This started out as such a brilliant idea — getting one of those “clean and articulate” African-Americans Vice President Biden always talks about to be the new chairman of the RNC. Then the Republicans’ grand plan started to unravel. The first strand was Steele v. Rush. Attacking Rush Limbaugh always gets you points with the Democrats and with the leftist media, but it doesn’t do much to keep the support of the conservative base of the Republican party. What I believe Chairman Steele fails to understand about Rush’s influence is that he expresses what the majority of his audience already believes. Rush Limbaugh is not the leader of the Republican Party, and he would never want to be. That’s not his job. He is an entertainer, as Steele said, but he is also an important voice for conservatism. In addition to the occasional mindless drone who looks to Rush to tell him/her what to think and believe everyday, Rush’s audience also includes grassroots activists who are motivated by their ideology to volunteer for the party in their local communities, and to encourage others to do the same. In the Steele v. Rush debate, all the Chairman accomplished by his scattershot comments is to alienate many of my fellow conservatives who wish to be included in this new big tent we are creating in the party with all those important moderates and independents. In the absence of Republican leadership, many voices clamor to be heard, and there is much competition to be the most powerful and influential representative of my party. Right now that person doesn’t seem to be the chairman of the RNC.

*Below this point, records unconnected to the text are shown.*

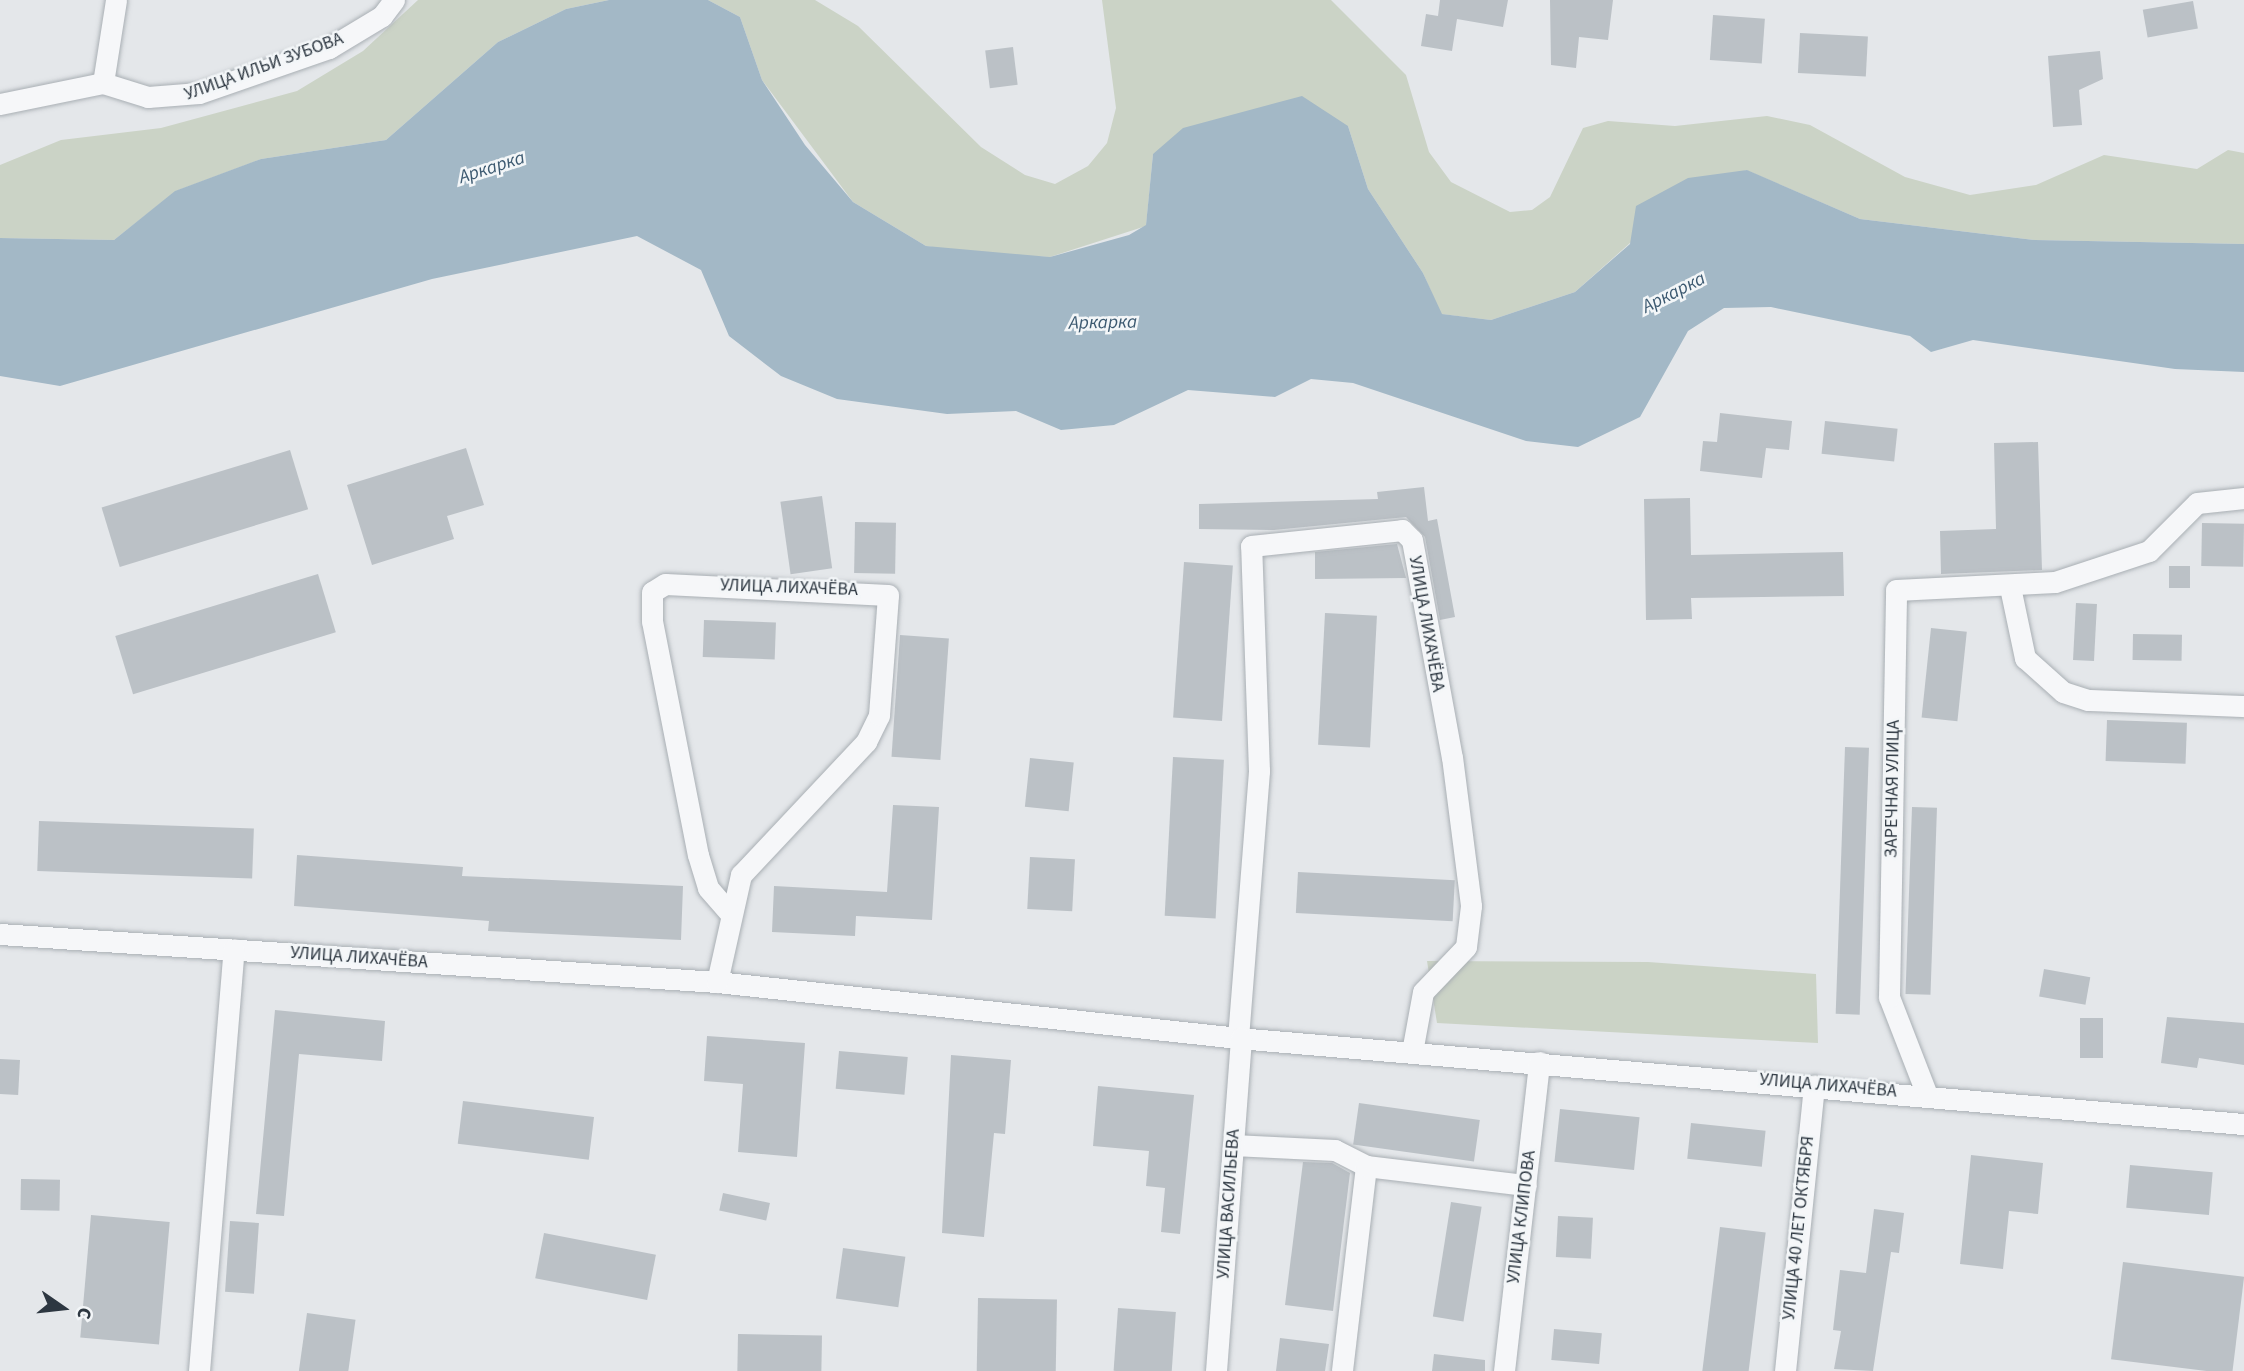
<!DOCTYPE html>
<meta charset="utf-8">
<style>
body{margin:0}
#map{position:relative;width:2244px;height:1371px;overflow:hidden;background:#e4e7ea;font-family:"Source Sans 3",sans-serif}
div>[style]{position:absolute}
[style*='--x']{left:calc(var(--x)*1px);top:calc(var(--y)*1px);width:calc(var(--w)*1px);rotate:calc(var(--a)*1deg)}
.green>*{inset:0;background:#cbd3c6}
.water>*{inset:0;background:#a3b8c6}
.building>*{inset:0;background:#bbc1c6;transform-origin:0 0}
.roads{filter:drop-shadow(0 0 2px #a9afb4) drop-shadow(0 0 2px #a9afb4)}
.minor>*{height:21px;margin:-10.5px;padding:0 10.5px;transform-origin:10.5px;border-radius:10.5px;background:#f6f7f9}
span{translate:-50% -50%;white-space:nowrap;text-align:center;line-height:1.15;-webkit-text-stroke:5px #f3f6f8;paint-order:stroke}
.street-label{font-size:18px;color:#2d3741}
.water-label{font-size:19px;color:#3c5970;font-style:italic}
.north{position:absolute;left:28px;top:1273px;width:70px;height:70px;-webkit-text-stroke:5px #f3f6f8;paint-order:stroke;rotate:104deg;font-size:19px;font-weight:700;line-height:28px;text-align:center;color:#2d3741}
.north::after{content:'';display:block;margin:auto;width:24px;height:32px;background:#2d3741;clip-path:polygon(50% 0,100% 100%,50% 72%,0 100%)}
</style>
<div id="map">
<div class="green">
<div style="clip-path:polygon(418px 0,609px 0,566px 9px,498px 42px,386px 140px,261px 159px,176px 191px,114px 240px,0 238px,0 165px,61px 140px,161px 128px,297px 91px,363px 51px)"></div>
<div style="clip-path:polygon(708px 0,815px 0,858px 26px,981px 147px,1025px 175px,1055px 184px,1088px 166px,1107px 143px,1116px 108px,1102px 0,1331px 0,1406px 75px,1429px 152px,1451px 182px,1510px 212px,1532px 210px,1550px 197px,1583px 128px,1608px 121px,1675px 126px,1767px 116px,1810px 125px,1905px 177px,1970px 195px,2036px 185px,2104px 155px,2197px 169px,2228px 150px,2244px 153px,2244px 244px,2035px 240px,1860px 219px,1746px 170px,1630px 243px,1575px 292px,1491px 320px,1441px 314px,1423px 273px,1368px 189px,1348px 126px,1153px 154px,1146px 226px,1050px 257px,971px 253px,926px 246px,853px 202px,762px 80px,740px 17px)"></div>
<div style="clip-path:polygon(1427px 961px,1648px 962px,1816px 974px,1818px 1043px,1437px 1023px)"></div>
</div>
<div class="water">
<div style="clip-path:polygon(609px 0,708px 0,740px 17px,762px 80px,805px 145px,853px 202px,926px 246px,1050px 257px,1129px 235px,1146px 225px,1153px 154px,1183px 128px,1302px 96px,1348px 126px,1368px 189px,1423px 273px,1442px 314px,1491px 320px,1575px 292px,1630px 244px,1636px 206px,1688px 178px,1747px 170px,1860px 219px,2035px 240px,2244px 244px,2244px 372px,2175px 369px,1973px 340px,1931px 352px,1910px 336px,1771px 307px,1724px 308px,1688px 331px,1640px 417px,1578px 447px,1526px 441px,1353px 383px,1311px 379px,1275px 397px,1188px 390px,1114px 425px,1061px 430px,1016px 411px,947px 414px,837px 399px,781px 376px,729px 336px,701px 270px,637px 236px,432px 279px,60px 386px,0 376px,0 238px,114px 240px,175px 191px,261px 159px,386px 140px,498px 42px,566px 9px)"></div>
</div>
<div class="building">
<div style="clip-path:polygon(1440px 0,1508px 0,1503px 27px,1457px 19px,1452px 51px,1421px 46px,1426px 14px,1438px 16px)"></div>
<div style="clip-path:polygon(1550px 0,1613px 0,1608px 40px,1579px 37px,1576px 68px,1551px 65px)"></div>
<div style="left:2193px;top:1px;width:28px;height:51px;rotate:80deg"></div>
<div style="left:1713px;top:15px;width:52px;height:45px;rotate:4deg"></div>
<div style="left:1800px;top:33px;width:68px;height:40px;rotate:3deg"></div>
<div style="left:1013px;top:47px;width:38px;height:28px;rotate:83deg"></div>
<div style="clip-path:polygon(2100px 51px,2103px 79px,2079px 90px,2082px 125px,2053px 127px,2048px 56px)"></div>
<div style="clip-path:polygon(1720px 413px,1792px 421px,1789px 450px,1766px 448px,1762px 478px,1700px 471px,1703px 441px,1717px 442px)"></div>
<div style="left:1825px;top:421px;width:73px;height:33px;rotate:6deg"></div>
<div style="clip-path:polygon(2038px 442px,2042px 570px,1941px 574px,1940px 531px,1996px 529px,1994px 443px)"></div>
<div style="clip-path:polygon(466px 448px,484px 505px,447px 516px,454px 539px,372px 565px,347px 485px)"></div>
<div style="left:290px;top:450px;width:62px;height:197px;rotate:73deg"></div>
<div style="clip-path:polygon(1424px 487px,1428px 521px,1437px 519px,1455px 617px,1440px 620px,1425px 537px,1406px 517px,1274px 530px,1199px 529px,1199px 504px,1378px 499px,1377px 492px)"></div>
<div style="left:822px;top:496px;width:73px;height:42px;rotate:82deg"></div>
<div style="clip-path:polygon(1690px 498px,1691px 555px,1843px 552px,1844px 596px,1691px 598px,1692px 619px,1646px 620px,1644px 499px)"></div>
<div style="left:855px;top:522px;width:41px;height:51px;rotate:1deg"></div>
<div style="left:2202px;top:523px;width:42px;height:43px;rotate:1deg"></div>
<div style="clip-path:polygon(1397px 544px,1406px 578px,1315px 579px,1315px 552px)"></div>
<div style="left:1184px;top:562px;width:49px;height:156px;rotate:4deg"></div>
<div style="left:2169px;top:566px;width:21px;height:22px"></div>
<div style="left:318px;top:574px;width:61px;height:212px;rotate:73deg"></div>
<div style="left:2076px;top:603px;width:21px;height:57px;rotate:3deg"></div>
<div style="left:1325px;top:613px;width:52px;height:132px;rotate:3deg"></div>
<div style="left:704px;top:620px;width:72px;height:37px;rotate:2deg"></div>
<div style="left:1931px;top:628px;width:36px;height:90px;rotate:6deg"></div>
<div style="left:2133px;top:634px;width:49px;height:26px;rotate:1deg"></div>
<div style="left:900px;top:635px;width:49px;height:122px;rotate:4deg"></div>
<div style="left:2107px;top:720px;width:80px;height:41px;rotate:2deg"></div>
<div style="left:1845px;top:747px;width:24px;height:267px;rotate:2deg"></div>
<div style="left:1173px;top:757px;width:51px;height:159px;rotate:3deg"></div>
<div style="left:1030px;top:758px;width:44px;height:49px;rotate:6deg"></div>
<div style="clip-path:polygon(893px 805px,939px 807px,932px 920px,856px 916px,855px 936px,772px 932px,774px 886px,887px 892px)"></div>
<div style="left:1912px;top:807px;width:25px;height:187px;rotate:2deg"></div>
<div style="left:39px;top:821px;width:215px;height:50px;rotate:2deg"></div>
<div style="clip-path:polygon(297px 855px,463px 867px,462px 876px,683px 886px,681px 940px,488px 931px,489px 921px,294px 906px)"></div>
<div style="left:1030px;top:857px;width:45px;height:52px;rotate:3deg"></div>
<div style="left:1298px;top:872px;width:157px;height:41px;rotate:3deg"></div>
<div style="left:2044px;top:969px;width:47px;height:28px;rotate:10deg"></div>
<div style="clip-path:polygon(275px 1010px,385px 1021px,382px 1061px,299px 1054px,284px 1216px,256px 1214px)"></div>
<div style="clip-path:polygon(2167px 1017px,2244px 1023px,2244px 1065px,2199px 1058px,2197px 1068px,2161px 1063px)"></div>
<div style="left:2080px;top:1018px;width:23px;height:40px"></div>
<div style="clip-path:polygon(707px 1036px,805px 1043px,797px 1157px,738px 1152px,743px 1084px,704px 1081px)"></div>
<div style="left:839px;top:1051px;width:69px;height:38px;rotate:5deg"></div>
<div style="clip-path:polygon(951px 1055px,1011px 1060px,1005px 1134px,994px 1133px,984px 1237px,942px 1233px)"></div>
<div style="left:0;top:1059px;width:20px;height:35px;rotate:3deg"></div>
<div style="clip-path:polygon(1098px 1086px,1194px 1095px,1180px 1234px,1161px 1232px,1165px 1188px,1146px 1186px,1149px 1151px,1093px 1146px)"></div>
<div style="left:463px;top:1101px;width:132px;height:43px;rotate:7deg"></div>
<div style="left:1359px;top:1103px;width:122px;height:42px;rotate:8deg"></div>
<div style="left:1560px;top:1109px;width:80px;height:53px;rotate:6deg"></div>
<div style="left:1691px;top:1123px;width:75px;height:36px;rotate:6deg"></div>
<div style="clip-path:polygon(1971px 1155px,2043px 1163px,2038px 1214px,2009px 1211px,2003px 1269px,1960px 1264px)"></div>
<div style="clip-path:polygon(1303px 1162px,1332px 1163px,1350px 1173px,1333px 1311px,1285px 1305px)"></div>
<div style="left:2130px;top:1165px;width:83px;height:43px;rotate:5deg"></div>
<div style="left:21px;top:1179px;width:39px;height:31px;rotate:1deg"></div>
<div style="left:723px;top:1193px;width:48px;height:18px;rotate:12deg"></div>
<div style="left:1451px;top:1202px;width:31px;height:116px;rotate:9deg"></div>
<div style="clip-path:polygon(1874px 1209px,1904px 1213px,1899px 1253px,1891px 1252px,1873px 1371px,1834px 1369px,1841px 1331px,1833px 1330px,1840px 1270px,1866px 1273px)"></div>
<div style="left:91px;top:1215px;width:79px;height:123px;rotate:5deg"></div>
<div style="left:1558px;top:1216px;width:35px;height:41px;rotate:3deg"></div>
<div style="left:230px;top:1221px;width:29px;height:71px;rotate:4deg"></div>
<div style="left:1720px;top:1227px;width:46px;height:145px;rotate:7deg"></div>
<div style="left:544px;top:1233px;width:114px;height:46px;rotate:11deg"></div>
<div style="left:843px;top:1248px;width:63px;height:51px;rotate:8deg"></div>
<div style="left:2123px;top:1262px;width:122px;height:98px;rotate:7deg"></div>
<div style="left:978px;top:1298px;width:79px;height:73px;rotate:1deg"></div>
<div style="left:1118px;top:1308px;width:58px;height:63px;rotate:4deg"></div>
<div style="left:307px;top:1313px;width:49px;height:59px;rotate:8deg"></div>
<div style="left:1554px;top:1329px;width:48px;height:31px;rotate:5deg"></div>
<div style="left:738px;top:1334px;width:84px;height:37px;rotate:1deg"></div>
<div style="clip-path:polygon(1280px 1338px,1329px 1344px,1325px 1371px,1276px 1371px)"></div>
<div style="clip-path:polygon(1434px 1354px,1485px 1360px,1485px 1371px,1432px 1371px)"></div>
</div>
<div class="roads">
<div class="minor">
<div style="--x:103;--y:83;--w:84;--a:-81.1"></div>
<div style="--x:0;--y:104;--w:105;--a:-11.5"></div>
<div style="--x:103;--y:83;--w:47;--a:17.3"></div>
<div style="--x:148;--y:97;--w:51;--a:-4.5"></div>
<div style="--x:199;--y:93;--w:138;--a:-19.1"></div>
<div style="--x:329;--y:48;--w:62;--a:-31.1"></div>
<div style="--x:382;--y:16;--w:20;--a:-53"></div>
<div style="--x:2010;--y:587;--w:73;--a:78.1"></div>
<div style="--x:2025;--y:658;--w:51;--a:41.8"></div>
<div style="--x:2063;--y:692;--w:26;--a:18"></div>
<div style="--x:2088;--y:700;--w:156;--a:2.2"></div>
<div style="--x:0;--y:934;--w:719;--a:3.83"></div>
<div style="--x:717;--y:982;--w:524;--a:6.13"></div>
<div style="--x:1238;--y:1038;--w:1010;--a:4.89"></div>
<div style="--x:717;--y:982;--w:110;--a:-77.4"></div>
<div style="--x:741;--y:875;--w:183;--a:-46.8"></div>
<div style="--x:866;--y:742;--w:30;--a:-64"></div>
<div style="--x:879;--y:715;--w:120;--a:-85.7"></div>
<div style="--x:888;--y:595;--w:223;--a:-177.2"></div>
<div style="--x:665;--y:584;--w:15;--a:148"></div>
<div style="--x:652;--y:592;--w:29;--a:90"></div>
<div style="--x:652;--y:621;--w:238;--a:78.9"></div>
<div style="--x:698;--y:855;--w:34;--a:73"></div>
<div style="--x:708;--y:888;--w:32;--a:49"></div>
<div style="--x:1238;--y:1038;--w:268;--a:-85.5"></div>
<div style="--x:1259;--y:771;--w:225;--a:-92"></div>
<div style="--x:1251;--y:546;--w:152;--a:-6"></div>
<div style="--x:1402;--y:530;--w:14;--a:45"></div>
<div style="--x:1412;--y:540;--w:221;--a:79.6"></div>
<div style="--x:1452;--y:757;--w:150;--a:82.7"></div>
<div style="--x:1471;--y:906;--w:41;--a:97"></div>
<div style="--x:1466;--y:947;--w:62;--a:133.7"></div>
<div style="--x:1423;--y:992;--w:61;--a:100.4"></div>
<div style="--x:1927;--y:1095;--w:105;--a:-111.2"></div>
<div style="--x:1889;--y:997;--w:407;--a:-89"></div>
<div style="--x:1896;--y:590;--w:159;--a:-2.9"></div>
<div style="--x:2055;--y:582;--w:99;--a:-18.3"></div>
<div style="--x:2149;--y:551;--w:68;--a:-45"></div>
<div style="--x:2197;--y:503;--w:47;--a:-6.1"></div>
<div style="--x:1233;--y:1145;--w:102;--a:2.8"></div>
<div style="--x:1335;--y:1150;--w:35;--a:27"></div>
<div style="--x:1366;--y:1166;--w:206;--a:96.7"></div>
<div style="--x:1366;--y:1166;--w:161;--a:6.8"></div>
<div style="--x:199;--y:1371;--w:423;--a:-85.3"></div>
<div style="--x:1216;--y:1371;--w:334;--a:-85.7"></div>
<div style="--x:1504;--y:1371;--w:311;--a:-83.5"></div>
<div style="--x:1785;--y:1371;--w:287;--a:-84.2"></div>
</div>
</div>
<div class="street-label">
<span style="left:264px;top:67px;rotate:-20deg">УЛИЦА ИЛЬИ ЗУБОВА</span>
<span style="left:789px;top:588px;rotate:2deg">УЛИЦА ЛИХАЧЁВА</span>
<span style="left:1426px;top:624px;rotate:80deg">УЛИЦА ЛИХАЧЁВА</span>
<span style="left:1893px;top:789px;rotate:-89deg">ЗАРЕЧНАЯ УЛИЦА</span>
<span style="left:359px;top:958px;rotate:4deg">УЛИЦА ЛИХАЧЁВА</span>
<span style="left:1828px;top:1086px;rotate:5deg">УЛИЦА ЛИХАЧЁВА</span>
<span style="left:1229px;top:1204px;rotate:-86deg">УЛИЦА ВАСИЛЬЕВА</span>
<span style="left:1522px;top:1217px;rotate:-83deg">УЛИЦА КЛИПОВА</span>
<span style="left:1799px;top:1228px;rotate:-84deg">УЛИЦА 40 ЛЕТ ОКТЯБРЯ</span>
</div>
<div class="water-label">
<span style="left:492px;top:168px;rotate:-18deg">Аркарка</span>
<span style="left:1674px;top:293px;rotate:-27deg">Аркарка</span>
<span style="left:1103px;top:323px;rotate:-1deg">Аркарка</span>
</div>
<div class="north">С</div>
</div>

The second so-called controversy that’s currently getting airplay is about his comments on abortion in GQ, and how he believes that it’s a woman’s “individual choice”. Well, yeah. Of course it is. I’m not sure we can win hearts and minds to the pro-life position by arguing over this point. I don’t think that this says anything significant about Michael Steele’s personal beliefs on the abortion issue, although those who were initially skeptical about his abortion views won’t be reassured by his current comments on the subject. While there may be room for a difference of opinion among my fellow Republicans on abortion, ultimately the Republican Party is and always has been a pro-life party. Social conservatives have a home in this party, and they make up a significant portion of the grassroots army the Republicans need to win elections. That’s why the current mindset of our RNC chair is troubling to me. He doesn’t seem to understand a significant portion of the people he represents, and yet he wants to expand our base to include moderates and independents. This would mean watering down the principles we claim to have always stood for, even if the execution of those ideals has never been perfect. If he can’t keep the trust of the base, then all the moderates and independents he could gain won’t do much to our electoral prospects going forward into ’10 and ’12.
Do I think we should throw Michael Steele under the bus? Not yet. Possibly not at all. The Democrats managed to succeed in spite of Howard Dean, didn’t they? Right…so there is still hope for the RNC to get its act together in time for the next election.